Reciprocal of a Reciprocal rule

Formula

$\dfrac{1}{\bigg(\dfrac{1}{x}\bigg)} \,=\, x$

Introduction

The reciprocal of a quantity is also appeared in reciprocal form in some cases in mathematics. The expression of such quantities confuses us in student level. So, a special formula is required to find the reciprocal of the reciprocal of quantities and it is called the reciprocal of a reciprocal rule.

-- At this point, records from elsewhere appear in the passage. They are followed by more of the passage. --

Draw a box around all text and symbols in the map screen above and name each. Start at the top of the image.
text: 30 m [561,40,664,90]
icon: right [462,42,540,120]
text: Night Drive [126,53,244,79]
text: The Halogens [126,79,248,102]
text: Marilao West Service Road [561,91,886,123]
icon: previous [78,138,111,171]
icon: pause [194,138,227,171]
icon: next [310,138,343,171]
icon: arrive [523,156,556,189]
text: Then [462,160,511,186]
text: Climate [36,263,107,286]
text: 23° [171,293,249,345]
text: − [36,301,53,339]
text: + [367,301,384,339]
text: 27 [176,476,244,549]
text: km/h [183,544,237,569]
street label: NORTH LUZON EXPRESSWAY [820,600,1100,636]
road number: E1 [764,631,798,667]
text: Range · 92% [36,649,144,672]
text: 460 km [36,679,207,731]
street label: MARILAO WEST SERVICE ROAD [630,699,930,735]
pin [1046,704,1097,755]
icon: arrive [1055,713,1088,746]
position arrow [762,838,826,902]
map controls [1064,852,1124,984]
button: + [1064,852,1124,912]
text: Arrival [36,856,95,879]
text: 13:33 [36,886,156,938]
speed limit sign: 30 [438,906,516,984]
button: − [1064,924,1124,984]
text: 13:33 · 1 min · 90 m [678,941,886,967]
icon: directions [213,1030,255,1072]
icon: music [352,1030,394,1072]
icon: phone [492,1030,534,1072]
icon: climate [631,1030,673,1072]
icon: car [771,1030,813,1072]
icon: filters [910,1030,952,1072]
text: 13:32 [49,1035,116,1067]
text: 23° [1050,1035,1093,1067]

It is time to learn what the reciprocal of a reciprocal rule is. Firstly, let’s denote a variable by a literal number $x$ and its reciprocal is written in mathematics as follows.

$\dfrac{1}{x}$

Now, the quotient of $1$ divided by $x$ is an algebraic function and it is called a reciprocal function. The reciprocal of the reciprocal function is mathematically expressed in the following form.

$\dfrac{1}{\bigg(\dfrac{1}{x}\bigg)}$

The reciprocal of the reciprocal of a variable $x$ is equal to the variable $x$ and it is called the reciprocal of a reciprocal rule.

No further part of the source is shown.